(Stored data)
┄┄┄┄┄┄┄┄┄┄┄┄┄┄┄┄┄┄┄┄
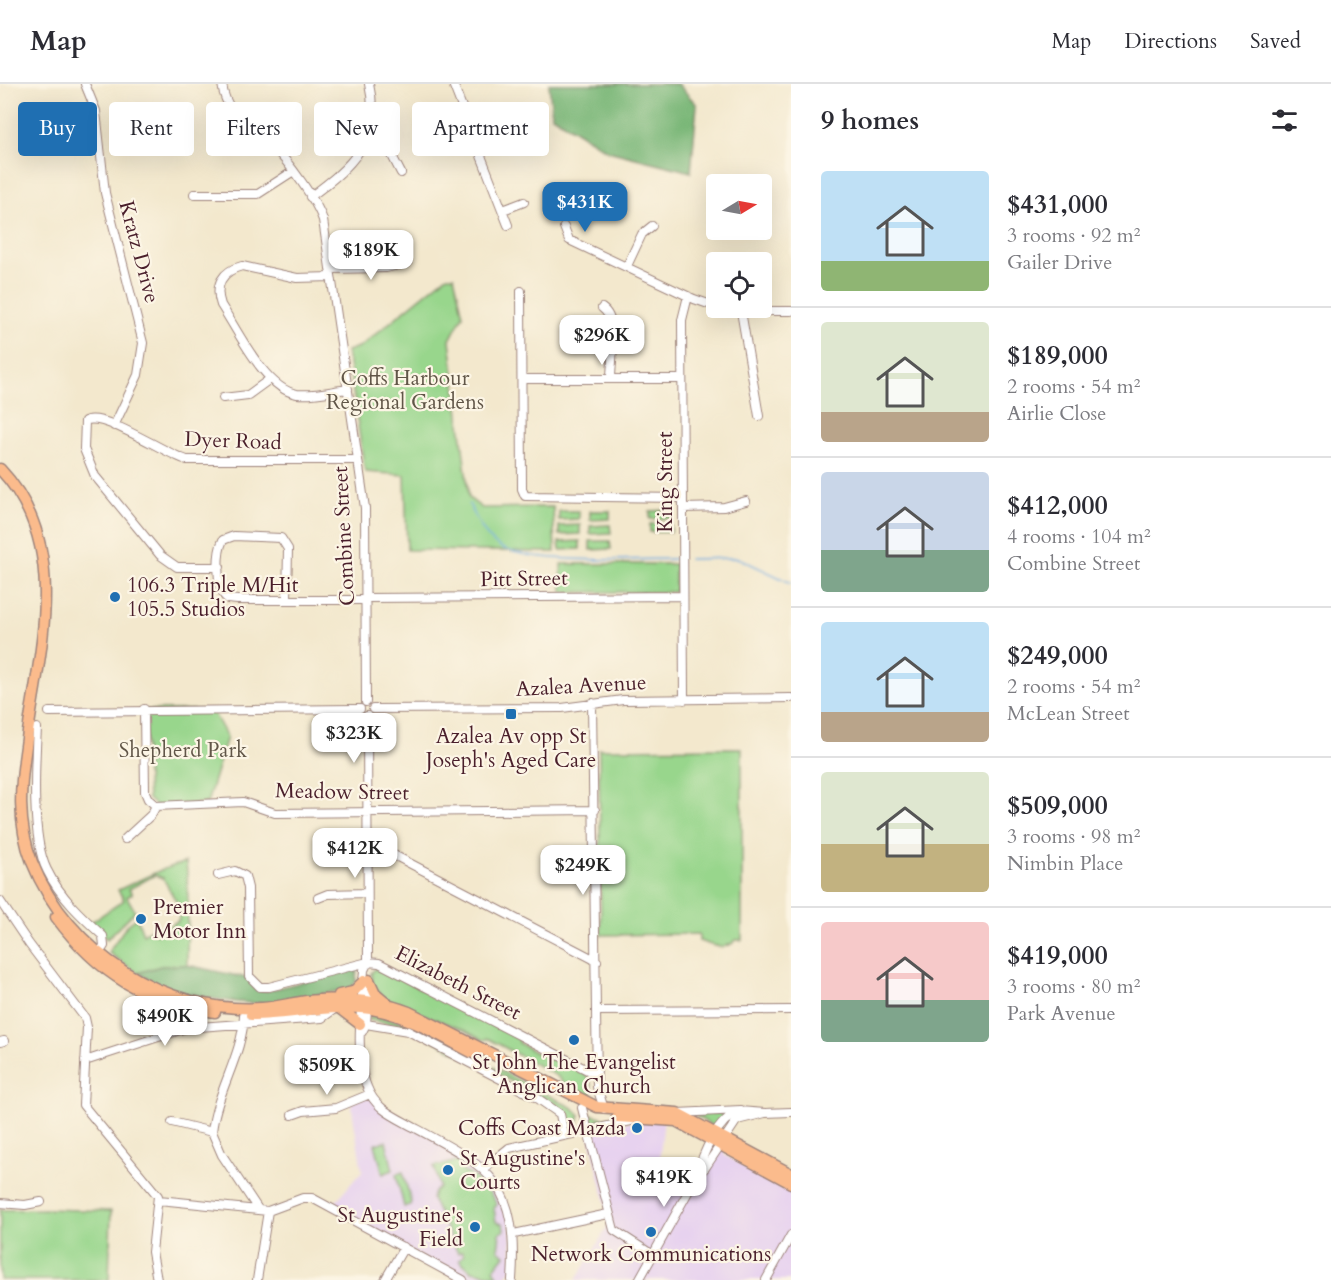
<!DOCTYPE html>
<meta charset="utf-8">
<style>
:root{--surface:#fff;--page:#f2f2f3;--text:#2b2b33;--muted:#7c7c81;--line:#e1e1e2;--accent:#1f6fb2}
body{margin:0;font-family:Cardo,serif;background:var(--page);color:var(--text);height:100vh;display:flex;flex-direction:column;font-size:22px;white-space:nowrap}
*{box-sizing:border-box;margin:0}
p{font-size:20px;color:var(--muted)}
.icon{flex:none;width:33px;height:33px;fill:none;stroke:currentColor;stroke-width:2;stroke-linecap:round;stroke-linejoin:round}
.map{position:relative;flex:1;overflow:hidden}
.details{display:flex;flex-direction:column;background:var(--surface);width:540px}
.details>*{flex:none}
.hud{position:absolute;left:18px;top:18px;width:570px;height:54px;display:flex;gap:12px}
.needle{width:39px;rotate:80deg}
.fabs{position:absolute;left:706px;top:90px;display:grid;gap:12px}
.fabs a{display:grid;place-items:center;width:66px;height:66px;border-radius:6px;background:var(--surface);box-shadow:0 6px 24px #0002;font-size:30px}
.price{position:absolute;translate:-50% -51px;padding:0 14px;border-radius:12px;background:#fff;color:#222;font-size:20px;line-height:39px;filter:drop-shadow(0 2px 3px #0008)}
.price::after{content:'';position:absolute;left:50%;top:36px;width:18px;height:14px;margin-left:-9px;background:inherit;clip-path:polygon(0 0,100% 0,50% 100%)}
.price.current{background:var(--accent);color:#fff}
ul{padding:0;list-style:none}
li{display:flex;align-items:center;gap:18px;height:150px;padding:0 30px}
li+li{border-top:2px solid var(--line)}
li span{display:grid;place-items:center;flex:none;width:168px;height:120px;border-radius:6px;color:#555}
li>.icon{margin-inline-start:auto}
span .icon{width:72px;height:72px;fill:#fffc;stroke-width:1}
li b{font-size:26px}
h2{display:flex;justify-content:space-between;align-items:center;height:72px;padding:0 30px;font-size:26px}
.pill{padding:0 21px;border-radius:6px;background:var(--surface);box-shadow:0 6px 24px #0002;font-size:21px;line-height:54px}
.pill.current{background:var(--accent);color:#fff}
header{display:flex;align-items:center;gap:36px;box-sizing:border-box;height:84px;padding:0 30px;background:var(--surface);border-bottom:2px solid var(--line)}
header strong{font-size:28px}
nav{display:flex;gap:33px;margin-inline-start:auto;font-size:21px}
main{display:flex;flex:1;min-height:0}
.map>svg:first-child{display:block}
.built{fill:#e7d2ef}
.green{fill:#98d68c;stroke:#717a5c;stroke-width:1.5}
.forest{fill:#7ab778;stroke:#626b52;stroke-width:1.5}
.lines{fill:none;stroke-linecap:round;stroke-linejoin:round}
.stream{stroke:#70ace1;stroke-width:1.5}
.minor-casing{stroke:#9e847c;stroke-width:10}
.highway-casing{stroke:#9e847c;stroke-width:13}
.minor{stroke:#fff;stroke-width:8}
.highway{stroke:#fbbb8c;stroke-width:10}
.poi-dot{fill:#1f6fb2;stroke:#fcf5e5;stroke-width:2}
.labels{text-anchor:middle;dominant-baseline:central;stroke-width:4.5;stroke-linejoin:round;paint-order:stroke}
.street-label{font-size:21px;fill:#4a1f2b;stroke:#fcf5e5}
.park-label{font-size:21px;fill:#615648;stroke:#fcf5e5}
.poi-label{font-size:21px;fill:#4a1f2b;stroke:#fcf5e5;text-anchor:start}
</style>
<header>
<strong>Map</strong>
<nav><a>Map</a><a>Directions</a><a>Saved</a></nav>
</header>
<main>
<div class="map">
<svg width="791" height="1196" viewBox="0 0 791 1196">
<rect width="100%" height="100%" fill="#fcf5e5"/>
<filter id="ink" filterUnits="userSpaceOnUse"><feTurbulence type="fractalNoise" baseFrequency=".0167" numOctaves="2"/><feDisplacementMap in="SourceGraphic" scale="12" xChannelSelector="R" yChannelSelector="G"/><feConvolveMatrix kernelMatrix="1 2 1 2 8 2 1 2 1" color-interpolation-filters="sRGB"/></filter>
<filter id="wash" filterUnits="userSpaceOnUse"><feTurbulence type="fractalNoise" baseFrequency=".008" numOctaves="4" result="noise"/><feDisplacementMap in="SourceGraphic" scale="24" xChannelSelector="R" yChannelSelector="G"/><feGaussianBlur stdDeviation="1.35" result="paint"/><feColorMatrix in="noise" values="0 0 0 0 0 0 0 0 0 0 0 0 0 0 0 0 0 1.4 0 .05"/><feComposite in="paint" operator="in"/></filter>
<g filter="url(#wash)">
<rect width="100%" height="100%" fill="#f3e8cd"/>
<!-- built -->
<path class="built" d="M370,1010L375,1018L483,1085L509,1126L513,1182L504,1196H463L331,1123L362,1087L351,1019Z
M644,1034L664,1035L658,1087L690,1104L713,1056L726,1064L724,1071L791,1109V1196H576L610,1138L589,1048Z"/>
<!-- green -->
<path class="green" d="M447,192H454L463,231L450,256L469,414L482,424L553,423L555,468L407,466L405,391L365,388L347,267L361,262Z
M671,426V434L650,435V427Z
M559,427H579V435L559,436Z
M590,427H610V435L590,436Z
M670,439L671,448H650V440Z
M580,441V450L559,451V442Z
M610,441L611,449L590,450V442Z
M580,457V465L560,466L559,458Z
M590,457H610L611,465L590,466Z
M561,480H675V508H562Z
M144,626H212L227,653L207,719L156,722L148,715Z
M742,664V856H736C725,868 712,861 699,857V850L601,851L599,665Z
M186,778C190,814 187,845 187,881L161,882L138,889L109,869L111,864L127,841L137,834L143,850L152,845L156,850L178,837L181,826L163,794L155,791L129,805L132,810L127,813L135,827L107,855L90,839L124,816L118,806L161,786Z
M375,885H383L519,955V959L538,970L541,966L567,985L569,981C583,988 593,992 591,1010L586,1014L568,1005L557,992L489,955L482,956L466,947L386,916L373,901L371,889Z
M371,930L410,940L573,1024L580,1031L577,1042L568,1043L562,1026L551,1018L406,942L369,936Z
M731,1028L715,1044L693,1030Z
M585,1029L617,1037L591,1043Z
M386,1057L393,1086L383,1090L375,1060Z
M460,1077L463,1088C477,1091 491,1108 497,1121L494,1124L496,1138L503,1140L504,1147L500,1149L498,1166L505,1171L494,1185L498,1192L472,1187L459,1176L464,1171L462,1167L458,1169L432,1115L434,1108L440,1103L434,1082Z
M403,1088L411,1118L410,1121L404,1123L396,1090Z
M46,1125L111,1127L109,1196H0V1126Z"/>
<!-- forest -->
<path class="forest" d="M549,0H678L697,21L691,88L608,67L552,32Z
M187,881L247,894L258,905L267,907L357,884L356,898L350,905L265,920L236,918L174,909L138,889L161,882Z"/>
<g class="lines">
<!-- stream -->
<path class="stream" d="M469,420C477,435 484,452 497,461C524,481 638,475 675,475
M689,475L738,474L791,499"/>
</g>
</g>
<g filter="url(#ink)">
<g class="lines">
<defs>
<path id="minor" d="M85,0L96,27L105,109L143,259L138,291L114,342
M222,0C226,34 252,41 273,63C289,78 316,116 323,136L365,424L366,618
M453,0L508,141
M367,52L386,60L401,89
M194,110H258L292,88
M310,113C351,83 382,56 369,0
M503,126L524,118
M564,143L569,156L694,215L717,223
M627,182L642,150L652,142
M330,185L386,184L407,179
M331,193L297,194L242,182C222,187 214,201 221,221C238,247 265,305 297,310C314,312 331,307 348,305
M521,207L522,405L525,412L683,414
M602,224C619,235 611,276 611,295
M718,224L741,227H791
M741,227L759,332
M522,295H682
M223,314L248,311L270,295
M683,424L724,423L746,417
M220,483H177L160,471L95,392L84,365L85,337C104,327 165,370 187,376H358
M366,514L683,512
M287,516L288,465L281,454L234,452L223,456C217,468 215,507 228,515L237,516H366
M684,616L682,236L688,212
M592,619L597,1003L604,1025
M144,625L145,708L148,715L156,722L243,718L275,729L595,726
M373,625L562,624L623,616L791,614
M49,628L360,625
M367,632L368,880
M37,644C35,680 31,755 47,786C60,813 82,833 103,852L104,862L97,872
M125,755L151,731L156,722
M367,757L597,877
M218,791L235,787L245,792L248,804L249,892L260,903H269L368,878L379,879L597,991
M318,814L328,810L367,809
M0,817L29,860L85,934L87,943L83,1021L158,1112L152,1168L157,1196
M368,878L364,886C362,919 354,972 367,1003C374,1022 389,1030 406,1039C488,1083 519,1094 512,1196
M597,927L791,926
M244,931C243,971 216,1008 212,1048L222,1071L258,1125
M366,940L408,947L537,1014L560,1030L564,1051
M362,948L366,940L369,898
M0,958L4,957
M85,977L186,944L322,934L336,924
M582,1024L614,1146L653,1171
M677,1029L741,1026
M292,1031L303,1027L336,1024L370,1010
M172,1038L212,1048
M483,1085L509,1064L631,1037
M698,1090L705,1084L737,1036L765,1029L791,1028
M159,1116L268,1127L303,1114H312L463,1196
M0,1119L25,1121L41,1118
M514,1150L608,1130
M257,1196L268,1127
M385,1196L404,1163
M639,1196L698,1090C702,1069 718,1036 739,1027L765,1029
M766,1196L791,1151"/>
<path id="highway" d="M0,385C73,462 38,569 26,662C20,702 17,739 32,778C68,869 165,930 262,924C277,923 292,919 307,917C342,913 376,915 409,928L597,1023L677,1029L791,1090
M56,833C98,890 145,918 215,928
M369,896L375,909L387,919
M339,911L353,908L364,897
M339,924L360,940
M251,931C288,931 325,921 362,924C403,927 441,953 477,971
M617,1033L676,1037L791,1099"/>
</defs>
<!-- minor casing -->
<use href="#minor" class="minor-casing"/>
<!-- highway casing -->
<use href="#highway" class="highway-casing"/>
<!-- minor -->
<use href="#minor" class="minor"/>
<!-- highway -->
<use href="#highway" class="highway"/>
</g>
</g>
<!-- markers -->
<g class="poi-dot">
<circle cx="115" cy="513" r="6"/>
<rect x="505" y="624" width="12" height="12" rx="3"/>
<circle cx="141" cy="835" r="6"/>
<circle cx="574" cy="956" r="6"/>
<circle cx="637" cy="1044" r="6"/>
<circle cx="448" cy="1086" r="6"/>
<circle cx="475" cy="1143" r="6"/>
<circle cx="651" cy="1148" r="6"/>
</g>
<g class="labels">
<!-- street labels -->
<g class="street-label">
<text transform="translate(139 168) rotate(75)">Kratz Drive</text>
<text transform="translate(233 357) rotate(2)">Dyer Road</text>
<text transform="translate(665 398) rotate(-90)">King Street</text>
<text transform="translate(344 452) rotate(-93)">Combine Street</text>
<text transform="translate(524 495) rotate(-1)">Pitt Street</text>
<text transform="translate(581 602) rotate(-3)">Azalea Avenue</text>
<text transform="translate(342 708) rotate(1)">Meadow Street</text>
<text transform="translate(458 899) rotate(27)">Elizabeth Street</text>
</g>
<!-- park labels -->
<g class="park-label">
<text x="405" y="294">Coffs Harbour<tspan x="405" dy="24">Regional Gardens</tspan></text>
<text x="183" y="666">Shepherd Park</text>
</g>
<!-- poi labels -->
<g class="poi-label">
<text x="127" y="501">106.3 Triple M/Hit<tspan x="127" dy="24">105.5 Studios</tspan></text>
<text x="511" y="652" text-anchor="middle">Azalea Av opp St<tspan x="511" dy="24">Joseph's Aged Care</tspan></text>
<text x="153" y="823">Premier<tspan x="153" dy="24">Motor Inn</tspan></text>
<text x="574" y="978" text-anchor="middle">St John The Evangelist<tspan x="574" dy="24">Anglican Church</tspan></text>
<text x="625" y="1044" text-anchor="end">Coffs Coast Mazda</text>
<text x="460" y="1074">St Augustine's<tspan x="460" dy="24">Courts</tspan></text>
<text x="463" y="1131" text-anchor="end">St Augustine's<tspan x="463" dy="24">Field</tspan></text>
<text x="651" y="1170" text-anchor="middle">Network Communications</text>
</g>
</g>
</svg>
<div class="fabs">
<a><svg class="needle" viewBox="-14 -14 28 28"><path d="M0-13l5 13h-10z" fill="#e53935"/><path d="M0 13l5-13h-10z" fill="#7c7c81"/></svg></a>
<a><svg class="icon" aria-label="locate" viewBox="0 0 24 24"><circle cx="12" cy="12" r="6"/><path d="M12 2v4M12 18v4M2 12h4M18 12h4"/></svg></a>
</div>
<b class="price current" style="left:585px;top:149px">$431K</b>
<b class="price" style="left:371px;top:197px">$189K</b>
<b class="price" style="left:602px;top:282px">$296K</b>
<b class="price" style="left:354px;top:680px">$323K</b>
<b class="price" style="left:355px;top:795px">$412K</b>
<b class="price" style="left:583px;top:812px">$249K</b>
<b class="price" style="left:165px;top:963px">$490K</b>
<b class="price" style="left:327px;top:1012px">$509K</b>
<b class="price" style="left:664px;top:1124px">$419K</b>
<div class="hud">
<a class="pill current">Buy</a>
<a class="pill">Rent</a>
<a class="pill">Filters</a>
<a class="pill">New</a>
<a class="pill">Apartment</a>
</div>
</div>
<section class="details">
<h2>9 homes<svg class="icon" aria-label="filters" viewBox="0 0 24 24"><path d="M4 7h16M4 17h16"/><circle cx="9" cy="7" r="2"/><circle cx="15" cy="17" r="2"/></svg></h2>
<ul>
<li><span style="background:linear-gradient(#bfe0f5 75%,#8fb573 0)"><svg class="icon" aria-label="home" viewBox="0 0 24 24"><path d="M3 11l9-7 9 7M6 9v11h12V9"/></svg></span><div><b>$431,000</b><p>3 rooms · 92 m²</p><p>Gailer Drive</p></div></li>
<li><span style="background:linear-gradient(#dfe7d0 75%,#b9a48a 0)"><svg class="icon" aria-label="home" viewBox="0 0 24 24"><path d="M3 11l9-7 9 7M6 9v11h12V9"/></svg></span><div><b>$189,000</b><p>2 rooms · 54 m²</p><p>Airlie Close</p></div></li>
<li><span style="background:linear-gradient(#c9d6e8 65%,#7fa58c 0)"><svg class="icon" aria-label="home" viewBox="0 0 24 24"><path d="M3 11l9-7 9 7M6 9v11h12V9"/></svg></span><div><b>$412,000</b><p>4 rooms · 104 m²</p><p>Combine Street</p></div></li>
<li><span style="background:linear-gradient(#bfe0f5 75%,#b9a48a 0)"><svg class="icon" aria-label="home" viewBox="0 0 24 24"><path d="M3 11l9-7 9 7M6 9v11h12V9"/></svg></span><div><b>$249,000</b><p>2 rooms · 54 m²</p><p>McLean Street</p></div></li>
<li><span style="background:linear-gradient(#dfe7d0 60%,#c2b280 0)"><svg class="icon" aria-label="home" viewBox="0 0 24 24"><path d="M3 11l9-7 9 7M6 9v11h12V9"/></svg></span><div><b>$509,000</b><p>3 rooms · 98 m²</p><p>Nimbin Place</p></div></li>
<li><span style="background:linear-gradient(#f6c9c9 65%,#7fa58c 0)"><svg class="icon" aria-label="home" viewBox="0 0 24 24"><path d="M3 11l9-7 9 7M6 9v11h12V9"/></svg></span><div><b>$419,000</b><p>3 rooms · 80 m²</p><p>Park Avenue</p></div></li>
</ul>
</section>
</main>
┄┄┄┄┄┄┄┄┄┄┄┄┄┄┄┄┄┄┄┄
- _Your instructions_
From the records above, copy each line that contains the word "auto".

- _Reply_
li>.icon{margin-inline-start:auto}
nav{display:flex;gap:33px;margin-inline-start:auto;font-size:21px}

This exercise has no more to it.